__ABOUT THIS TASK__. In the listing below, write out exactly each line from the first through the one containing "Describe the map".

__PROVIDED DATA__.

────────────────

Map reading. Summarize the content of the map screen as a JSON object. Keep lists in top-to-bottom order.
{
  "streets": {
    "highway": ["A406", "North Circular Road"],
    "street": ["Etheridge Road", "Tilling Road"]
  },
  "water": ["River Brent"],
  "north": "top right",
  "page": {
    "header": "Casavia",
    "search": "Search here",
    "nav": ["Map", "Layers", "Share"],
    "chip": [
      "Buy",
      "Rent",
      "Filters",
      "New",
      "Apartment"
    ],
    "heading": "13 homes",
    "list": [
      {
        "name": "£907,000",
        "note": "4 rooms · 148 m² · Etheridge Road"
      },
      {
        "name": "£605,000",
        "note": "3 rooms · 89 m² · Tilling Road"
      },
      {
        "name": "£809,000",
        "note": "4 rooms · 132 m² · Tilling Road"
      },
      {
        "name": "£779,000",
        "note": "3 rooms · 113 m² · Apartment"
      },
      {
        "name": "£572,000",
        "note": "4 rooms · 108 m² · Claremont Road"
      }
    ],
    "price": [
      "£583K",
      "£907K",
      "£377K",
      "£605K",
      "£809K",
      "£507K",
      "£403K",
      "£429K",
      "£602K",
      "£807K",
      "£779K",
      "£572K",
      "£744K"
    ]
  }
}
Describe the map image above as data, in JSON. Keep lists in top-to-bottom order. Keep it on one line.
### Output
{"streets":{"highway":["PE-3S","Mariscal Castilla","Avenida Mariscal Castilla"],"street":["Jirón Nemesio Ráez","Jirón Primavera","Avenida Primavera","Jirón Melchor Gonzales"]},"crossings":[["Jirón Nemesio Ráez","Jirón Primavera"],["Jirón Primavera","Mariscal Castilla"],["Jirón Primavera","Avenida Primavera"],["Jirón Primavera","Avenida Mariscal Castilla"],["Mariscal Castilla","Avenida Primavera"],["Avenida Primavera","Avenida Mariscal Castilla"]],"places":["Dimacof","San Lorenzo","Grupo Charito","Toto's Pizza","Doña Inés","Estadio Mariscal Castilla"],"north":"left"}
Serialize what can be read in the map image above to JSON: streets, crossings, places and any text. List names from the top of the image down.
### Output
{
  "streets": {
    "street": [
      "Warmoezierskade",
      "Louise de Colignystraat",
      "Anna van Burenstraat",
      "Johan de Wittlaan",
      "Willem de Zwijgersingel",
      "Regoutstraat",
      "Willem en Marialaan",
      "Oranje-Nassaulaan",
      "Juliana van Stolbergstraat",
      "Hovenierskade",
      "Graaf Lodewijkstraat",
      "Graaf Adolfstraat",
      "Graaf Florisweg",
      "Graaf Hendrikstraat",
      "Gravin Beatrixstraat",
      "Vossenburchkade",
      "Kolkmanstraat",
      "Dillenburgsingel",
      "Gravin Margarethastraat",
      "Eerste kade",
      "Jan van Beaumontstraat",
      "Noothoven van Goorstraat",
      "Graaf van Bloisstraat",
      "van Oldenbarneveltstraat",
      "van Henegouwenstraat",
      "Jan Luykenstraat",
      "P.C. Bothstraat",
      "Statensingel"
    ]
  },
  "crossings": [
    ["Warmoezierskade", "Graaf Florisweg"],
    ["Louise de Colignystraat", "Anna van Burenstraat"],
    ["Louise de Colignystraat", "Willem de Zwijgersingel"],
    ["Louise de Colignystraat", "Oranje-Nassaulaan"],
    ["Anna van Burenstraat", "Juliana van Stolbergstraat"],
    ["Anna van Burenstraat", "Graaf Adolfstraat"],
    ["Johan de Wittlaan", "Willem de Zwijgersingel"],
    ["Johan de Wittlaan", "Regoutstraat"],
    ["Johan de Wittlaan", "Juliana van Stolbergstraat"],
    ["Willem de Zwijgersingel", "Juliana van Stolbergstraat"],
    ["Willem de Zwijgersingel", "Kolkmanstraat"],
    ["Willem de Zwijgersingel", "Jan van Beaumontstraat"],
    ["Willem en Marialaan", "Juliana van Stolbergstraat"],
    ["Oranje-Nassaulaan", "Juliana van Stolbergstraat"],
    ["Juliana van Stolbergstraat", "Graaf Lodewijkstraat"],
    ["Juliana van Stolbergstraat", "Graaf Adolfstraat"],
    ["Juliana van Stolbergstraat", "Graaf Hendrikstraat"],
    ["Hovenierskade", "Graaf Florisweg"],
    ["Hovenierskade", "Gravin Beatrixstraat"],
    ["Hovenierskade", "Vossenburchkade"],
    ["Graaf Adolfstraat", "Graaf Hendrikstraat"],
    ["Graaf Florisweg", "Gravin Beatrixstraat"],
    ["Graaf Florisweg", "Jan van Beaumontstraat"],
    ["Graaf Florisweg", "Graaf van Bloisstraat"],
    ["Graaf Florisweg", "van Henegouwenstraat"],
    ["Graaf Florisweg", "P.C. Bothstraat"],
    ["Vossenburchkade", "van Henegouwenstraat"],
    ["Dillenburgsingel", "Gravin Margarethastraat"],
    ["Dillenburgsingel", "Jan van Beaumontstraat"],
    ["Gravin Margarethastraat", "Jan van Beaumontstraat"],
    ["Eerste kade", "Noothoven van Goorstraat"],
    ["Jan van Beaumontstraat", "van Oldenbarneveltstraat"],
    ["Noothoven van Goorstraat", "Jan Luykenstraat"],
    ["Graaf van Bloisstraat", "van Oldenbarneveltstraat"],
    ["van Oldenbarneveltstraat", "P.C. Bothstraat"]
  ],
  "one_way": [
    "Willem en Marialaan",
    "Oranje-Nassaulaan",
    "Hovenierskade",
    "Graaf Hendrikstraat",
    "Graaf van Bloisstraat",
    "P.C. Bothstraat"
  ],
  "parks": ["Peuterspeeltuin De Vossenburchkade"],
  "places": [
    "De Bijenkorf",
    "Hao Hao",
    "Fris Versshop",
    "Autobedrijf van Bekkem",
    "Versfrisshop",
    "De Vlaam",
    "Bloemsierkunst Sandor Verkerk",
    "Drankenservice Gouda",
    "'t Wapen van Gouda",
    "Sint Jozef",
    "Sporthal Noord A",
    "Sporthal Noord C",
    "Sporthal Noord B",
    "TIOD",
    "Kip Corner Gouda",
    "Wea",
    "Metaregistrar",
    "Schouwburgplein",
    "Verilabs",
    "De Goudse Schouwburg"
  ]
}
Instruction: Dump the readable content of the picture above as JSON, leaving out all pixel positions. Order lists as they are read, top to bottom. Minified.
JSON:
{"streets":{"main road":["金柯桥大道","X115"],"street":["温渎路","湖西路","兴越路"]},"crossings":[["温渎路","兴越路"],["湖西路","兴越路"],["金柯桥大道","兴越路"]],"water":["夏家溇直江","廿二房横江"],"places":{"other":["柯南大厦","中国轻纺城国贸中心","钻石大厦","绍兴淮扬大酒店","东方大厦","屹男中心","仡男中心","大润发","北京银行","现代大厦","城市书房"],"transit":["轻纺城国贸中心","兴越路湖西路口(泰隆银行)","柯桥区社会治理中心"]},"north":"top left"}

────────────────

__WRITTEN RESPONSE__.
Map reading. Summarize the content of the map screen as a JSON object. Keep lists in top-to-bottom order.
{
  "streets": {
    "highway": ["A406", "North Circular Road"],
    "street": ["Etheridge Road", "Tilling Road"]
  },
  "water": ["River Brent"],
  "north": "top right",
  "page": {
    "header": "Casavia",
    "search": "Search here",
    "nav": ["Map", "Layers", "Share"],
    "chip": [
      "Buy",
      "Rent",
      "Filters",
      "New",
      "Apartment"
    ],
    "heading": "13 homes",
    "list": [
      {
        "name": "£907,000",
        "note": "4 rooms · 148 m² · Etheridge Road"
      },
      {
        "name": "£605,000",
        "note": "3 rooms · 89 m² · Tilling Road"
      },
      {
        "name": "£809,000",
        "note": "4 rooms · 132 m² · Tilling Road"
      },
      {
        "name": "£779,000",
        "note": "3 rooms · 113 m² · Apartment"
      },
      {
        "name": "£572,000",
        "note": "4 rooms · 108 m² · Claremont Road"
      }
    ],
    "price": [
      "£583K",
      "£907K",
      "£377K",
      "£605K",
      "£809K",
      "£507K",
      "£403K",
      "£429K",
      "£602K",
      "£807K",
      "£779K",
      "£572K",
      "£744K"
    ]
  }
}
Describe the map image above as data, in JSON. Keep lists in top-to-bottom order. Keep it on one line.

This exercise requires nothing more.